[Opening Provided data section]
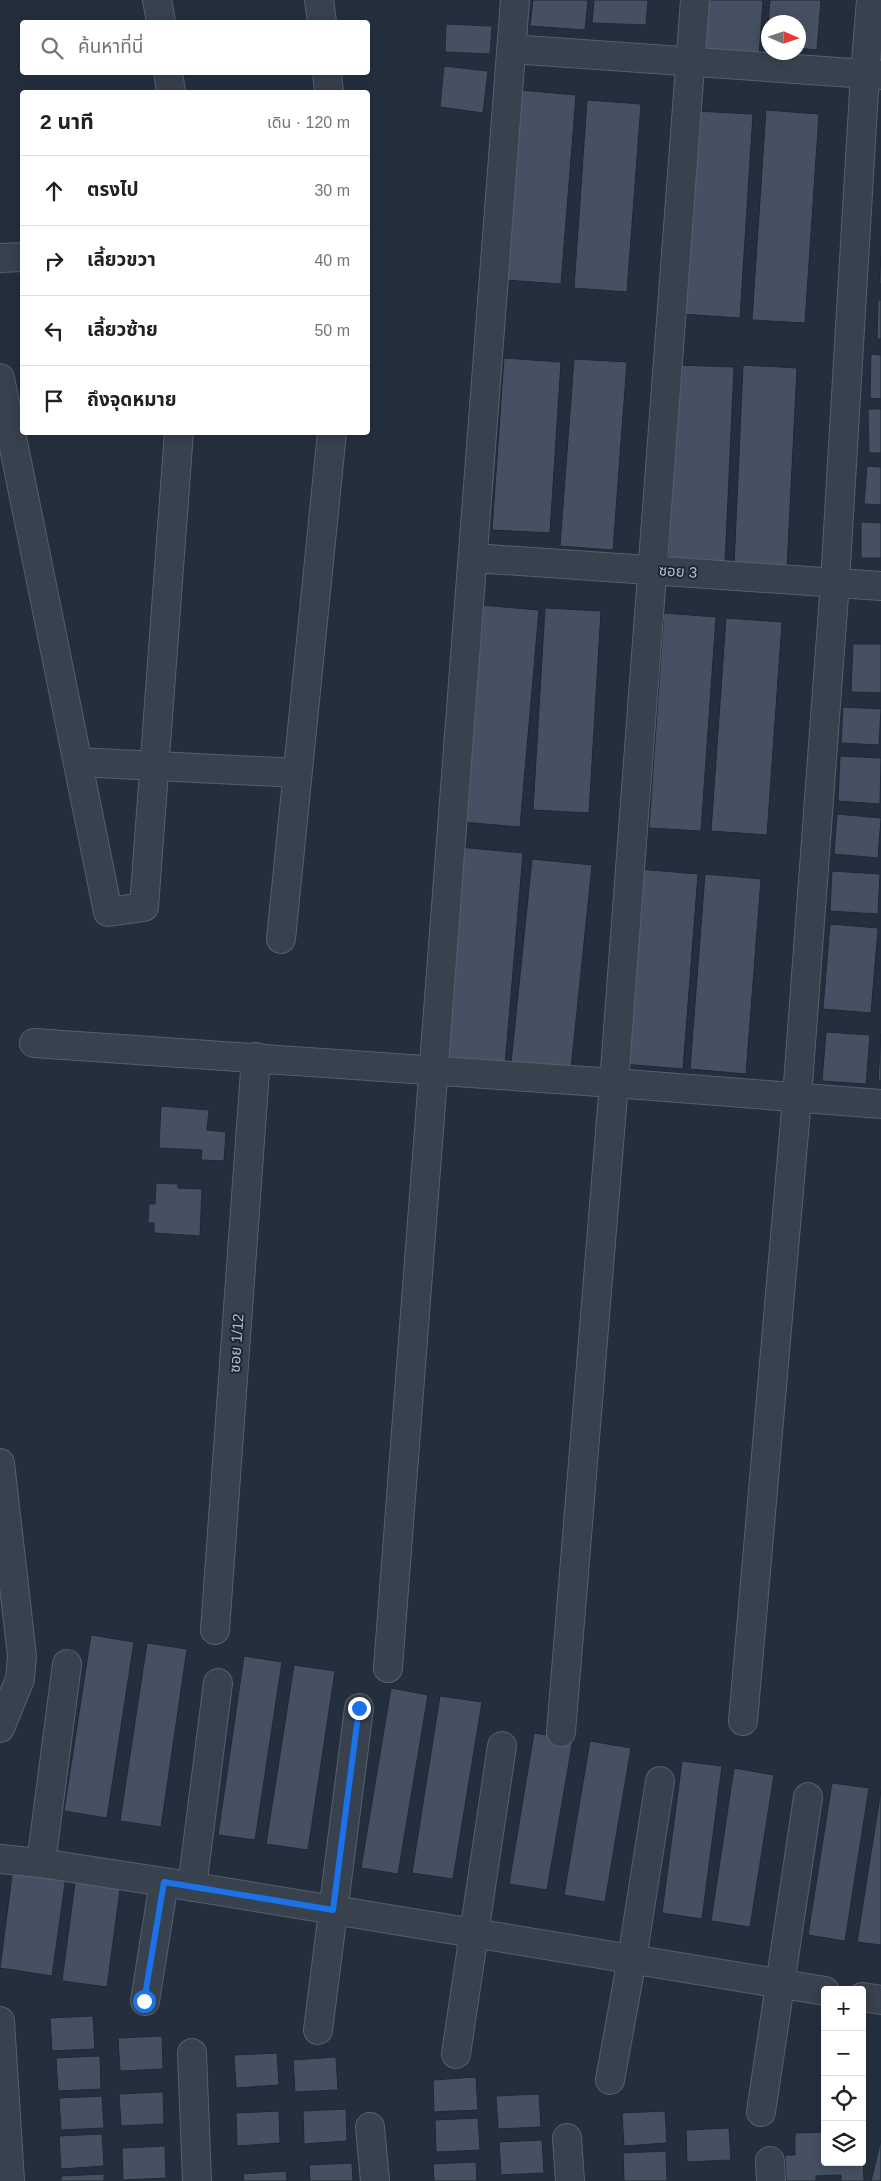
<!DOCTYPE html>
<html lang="th">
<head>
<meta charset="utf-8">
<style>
  :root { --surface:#fff; --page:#f6f6f6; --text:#202124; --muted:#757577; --line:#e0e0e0 }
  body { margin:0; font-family:Arial,"Noto Sans Thai",sans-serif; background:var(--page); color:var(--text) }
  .controls { position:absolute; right:15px; bottom:15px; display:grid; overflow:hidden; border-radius:5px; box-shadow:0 2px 12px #0003 }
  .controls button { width:45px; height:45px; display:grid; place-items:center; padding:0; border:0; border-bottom:1px solid var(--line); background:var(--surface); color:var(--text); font:25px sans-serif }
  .compass { position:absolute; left:761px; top:15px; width:45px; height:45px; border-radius:50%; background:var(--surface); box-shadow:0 2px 12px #0003; rotate:93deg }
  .stop { position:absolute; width:15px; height:15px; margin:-11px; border:4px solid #1a73e8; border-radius:50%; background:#fff }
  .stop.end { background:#1a73e8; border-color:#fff; box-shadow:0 1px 5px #0008 }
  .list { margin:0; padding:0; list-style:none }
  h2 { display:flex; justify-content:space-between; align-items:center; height:65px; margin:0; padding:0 20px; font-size:21px }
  h2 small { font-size:16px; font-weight:400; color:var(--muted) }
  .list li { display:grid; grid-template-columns:32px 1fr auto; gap:15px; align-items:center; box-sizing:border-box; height:70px; padding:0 20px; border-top:1px solid var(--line) }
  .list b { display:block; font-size:19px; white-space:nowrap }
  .list em { font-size:16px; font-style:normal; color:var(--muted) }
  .icon { flex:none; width:28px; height:28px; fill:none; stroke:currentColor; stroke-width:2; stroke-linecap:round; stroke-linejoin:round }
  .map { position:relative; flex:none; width:881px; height:2181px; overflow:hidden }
  .search { position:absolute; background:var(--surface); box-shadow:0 2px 12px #0003; left:20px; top:20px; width:350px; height:55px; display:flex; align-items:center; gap:12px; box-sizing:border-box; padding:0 18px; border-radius:5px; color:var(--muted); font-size:19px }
  .panel { position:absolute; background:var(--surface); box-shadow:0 2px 12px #0003; left:20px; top:90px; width:350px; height:345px; border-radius:5px }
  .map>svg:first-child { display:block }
  .building { fill:#455162; stroke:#1f2835 }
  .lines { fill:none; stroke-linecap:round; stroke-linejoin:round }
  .minor-casing { stroke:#565f6c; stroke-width:30 }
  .minor { stroke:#38414e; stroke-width:28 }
  .route { stroke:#1a73e8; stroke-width:6 }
  .labels { text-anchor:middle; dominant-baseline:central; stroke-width:4; stroke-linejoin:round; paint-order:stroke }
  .street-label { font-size:15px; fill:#b4bcc9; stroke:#1d2633 }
</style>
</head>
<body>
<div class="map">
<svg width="881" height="2181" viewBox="0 0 881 2181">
  <rect width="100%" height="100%" fill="#242f3e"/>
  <!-- building -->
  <path class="building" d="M 533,0 L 588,0 L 585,30 L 530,26 Z
    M 594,0 L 648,0 L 646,25 L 592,23 Z
    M 704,0 L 763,0 L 759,56 L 700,51 Z
    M 770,0 L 821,0 L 817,50 L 798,48 L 798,22 L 768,22 L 768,45 L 766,45 Z
    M 446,24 L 492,26 L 490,54 L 445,52 Z
    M 444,66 L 488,71 L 483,113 L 440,107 Z
    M 520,90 L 576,95 L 561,284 L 505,280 Z
    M 587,100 L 641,104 L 627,292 L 574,288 Z
    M 766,110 L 819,114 L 805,323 L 752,320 Z
    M 696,111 L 753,114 L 740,318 L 682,314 Z
    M 881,256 L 881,284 L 879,284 Z
    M 878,300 L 881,300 L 881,339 L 877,339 Z
    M 871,354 L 881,355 L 881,399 L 870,398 Z
    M 504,358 L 561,362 L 550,533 L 492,530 Z
    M 574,359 L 627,362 L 613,550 L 560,546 Z
    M 677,365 L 734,367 L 725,564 L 668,561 Z
    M 743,365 L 797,368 L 787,568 L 734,566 Z
    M 868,409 L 881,409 L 881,453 L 869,453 Z
    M 867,466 L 881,467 L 881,505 L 864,504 Z
    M 861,522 L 881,523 L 881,558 L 861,558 Z
    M 480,605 L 539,610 L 520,827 L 462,822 Z
    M 545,608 L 601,611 L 589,813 L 533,810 Z
    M 664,613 L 716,617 L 701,831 L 649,828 Z
    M 726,618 L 782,622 L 767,835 L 711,831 Z
    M 853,644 L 881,644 L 881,693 L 851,692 Z
    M 843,707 L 881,709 L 879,745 L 841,743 Z
    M 840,756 L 881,758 L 880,804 L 838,801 Z
    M 837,814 L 881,818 L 878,858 L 834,854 Z
    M 459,847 L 523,853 L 505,1066 L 440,1060 Z
    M 532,859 L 592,865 L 571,1069 L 511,1063 Z
    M 638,869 L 698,874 L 683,1069 L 623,1064 Z
    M 832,871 L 880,874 L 878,914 L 830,911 Z
    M 705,874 L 761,879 L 746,1074 L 690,1069 Z
    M 830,924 L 878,928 L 871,1013 L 823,1009 Z
    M 826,1032 L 870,1035 L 866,1084 L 822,1081 Z
    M 881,1034 L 881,1081 L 878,1081 Z
    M 161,1106 L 209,1110 L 207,1130 L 226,1132 L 224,1161 L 201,1160 L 202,1150 L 159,1148 Z
    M 156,1183 L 178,1184 L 178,1188 L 202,1189 L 200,1236 L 154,1233 L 154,1223 L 148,1223 L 149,1204 L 155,1204 Z
    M 91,1635 L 134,1642 L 107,1818 L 64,1811 Z
    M 147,1643 L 187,1649 L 161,1827 L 120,1821 Z
    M 244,1656 L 282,1662 L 255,1840 L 218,1835 Z
    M 294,1665 L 335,1671 L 308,1850 L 266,1844 Z
    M 391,1688 L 428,1695 L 398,1874 L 361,1868 Z
    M 440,1696 L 482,1702 L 453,1879 L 412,1873 Z
    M 534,1733 L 573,1739 L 547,1890 L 509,1884 Z
    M 590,1741 L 631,1748 L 605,1902 L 564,1895 Z
    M 682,1761 L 722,1766 L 702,1919 L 662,1913 Z
    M 734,1768 L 774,1775 L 750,1927 L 711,1921 Z
    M 832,1783 L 869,1788 L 845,1941 L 808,1935 Z
    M 881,1790 L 881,1945 L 857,1942 Z
    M 13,1868 L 66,1876 L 52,1976 L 0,1968 Z
    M 76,1875 L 121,1882 L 107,1987 L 62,1981 Z
    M 93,2016 L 95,2049 L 52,2051 L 50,2018 Z
    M 162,2036 L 163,2069 L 120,2071 L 118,2038 Z
    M 277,2053 L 279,2085 L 236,2088 L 234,2055 Z
    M 100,2056 L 101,2089 L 58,2091 L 56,2058 Z
    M 336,2057 L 338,2090 L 295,2092 L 293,2060 Z
    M 476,2077 L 478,2110 L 434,2112 L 433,2080 Z
    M 163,2092 L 164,2124 L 121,2126 L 119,2094 Z
    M 539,2094 L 541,2127 L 498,2129 L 496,2096 Z
    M 102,2096 L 104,2128 L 61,2130 L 59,2098 Z
    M 346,2109 L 347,2141 L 304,2144 L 303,2111 Z
    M 279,2111 L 280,2143 L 237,2146 L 236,2113 Z
    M 665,2111 L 667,2143 L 624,2146 L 622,2113 Z
    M 478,2118 L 480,2150 L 436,2152 L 435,2120 Z
    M 729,2128 L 731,2160 L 687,2162 L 686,2130 Z
    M 862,2130 L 864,2181 L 841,2181 L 841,2175 L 816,2176 L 816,2181 L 786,2181 L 785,2155 L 795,2155 L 795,2133 L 825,2132 L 825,2162 L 862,2162 Z
    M 102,2134 L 104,2166 L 61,2169 L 59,2136 Z
    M 542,2140 L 544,2173 L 501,2175 L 499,2142 Z
    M 881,2140 L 881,2181 L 871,2181 Z
    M 165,2146 L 166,2178 L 123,2180 L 122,2148 Z
    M 666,2151 L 667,2181 L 624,2181 L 623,2153 Z
    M 476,2162 L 477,2181 L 434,2181 L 433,2164 Z
    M 352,2163 L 353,2181 L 310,2181 L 309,2165 Z
    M 286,2171 L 287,2181 L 244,2181 L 243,2174 Z
    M 104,2174 L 104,2181 L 61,2181 L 61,2176 Z"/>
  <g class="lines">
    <defs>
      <path id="minor" d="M 157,0 L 161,22
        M 319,0 L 322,22
        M 511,49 L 881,75
        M 168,72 L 171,92
        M 327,72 L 329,92
        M 0,258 L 22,257
        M 0,378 L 108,912 L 144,907 L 179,432
        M 474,558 L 881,586
        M 78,762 L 297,773
        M 281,939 L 332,432
        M 34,1043 L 614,1083 L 881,1104
        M 0,1463 L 22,1656 L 20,1679 L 0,1728
        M 215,1630 L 256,1057
        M 388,1668 L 515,0
        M 743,1721 L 797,1098 L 835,582 L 865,74 L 871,0
        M 561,1732 L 614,1083 L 695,0
        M 0,1859 L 41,1863 L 164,1882 L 825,1991
        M 41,1863 L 67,1664
        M 192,1887 L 218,1683
        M 862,1997 L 881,2000
        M 145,2001 L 164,1882
        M 0,2021 L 10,2181
        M 318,2030 L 359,1708
        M 192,2053 L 197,2181
        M 456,2054 L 502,1746
        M 610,2080 L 632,1959 L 660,1781
        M 761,2112 L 808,1797
        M 370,2127 L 375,2181
        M 567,2138 L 570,2181
        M 770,2161 L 771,2181"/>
    </defs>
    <!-- minor casing -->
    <use href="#minor" class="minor-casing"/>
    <!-- minor -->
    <use href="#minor" class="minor"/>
  </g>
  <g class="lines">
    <!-- route -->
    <path class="route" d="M 144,2001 L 164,1882 L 333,1910 L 359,1708"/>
  </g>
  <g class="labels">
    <!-- street labels -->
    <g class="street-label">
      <text transform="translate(678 571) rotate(4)">ซอย 3</text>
      <text transform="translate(236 1343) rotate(-86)">ซอย 1/12</text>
    </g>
  </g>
</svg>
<div class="controls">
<button>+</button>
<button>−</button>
<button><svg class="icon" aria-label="locate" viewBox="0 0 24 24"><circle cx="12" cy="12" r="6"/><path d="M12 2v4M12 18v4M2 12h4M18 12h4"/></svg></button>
<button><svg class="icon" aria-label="layers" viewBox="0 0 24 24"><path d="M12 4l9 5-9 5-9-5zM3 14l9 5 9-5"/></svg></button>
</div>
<svg class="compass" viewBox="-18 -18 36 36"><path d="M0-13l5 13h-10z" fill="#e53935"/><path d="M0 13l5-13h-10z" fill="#757577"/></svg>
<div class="stop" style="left:144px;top:2001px"></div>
<div class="stop end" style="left:359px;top:1708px"></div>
<div class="search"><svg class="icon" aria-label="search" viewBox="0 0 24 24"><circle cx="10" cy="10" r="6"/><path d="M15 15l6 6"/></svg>ค้นหาที่นี่</div>
<section class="panel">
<h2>2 นาที<small>เดิน · 120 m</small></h2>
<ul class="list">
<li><svg class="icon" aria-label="ahead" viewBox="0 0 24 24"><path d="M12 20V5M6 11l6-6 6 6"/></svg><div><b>ตรงไป</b></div><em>30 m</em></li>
<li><svg class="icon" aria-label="right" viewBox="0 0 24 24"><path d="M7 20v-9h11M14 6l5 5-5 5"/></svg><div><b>เลี้ยวขวา</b></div><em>40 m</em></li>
<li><svg class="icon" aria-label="left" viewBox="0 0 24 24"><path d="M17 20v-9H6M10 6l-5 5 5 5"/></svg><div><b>เลี้ยวซ้าย</b></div><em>50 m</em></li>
<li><svg class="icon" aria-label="arrive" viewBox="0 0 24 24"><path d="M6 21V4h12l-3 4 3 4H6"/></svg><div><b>ถึงจุดหมาย</b></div></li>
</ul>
</section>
</div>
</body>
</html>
[Closing Provided data section]
Out of the entries above, write out only the lines between the line holding "<!-- minor casing -->" and the line holding "<button>+</button>", inclusive, each exactly as given.

    <!-- minor casing -->
    <use href="#minor" class="minor-casing"/>
    <!-- minor -->
    <use href="#minor" class="minor"/>
  </g>
  <g class="lines">
    <!-- route -->
    <path class="route" d="M 144,2001 L 164,1882 L 333,1910 L 359,1708"/>
  </g>
  <g class="labels">
    <!-- street labels -->
    <g class="street-label">
      <text transform="translate(678 571) rotate(4)">ซอย 3</text>
      <text transform="translate(236 1343) rotate(-86)">ซอย 1/12</text>
    </g>
  </g>
</svg>
<div class="controls">
<button>+</button>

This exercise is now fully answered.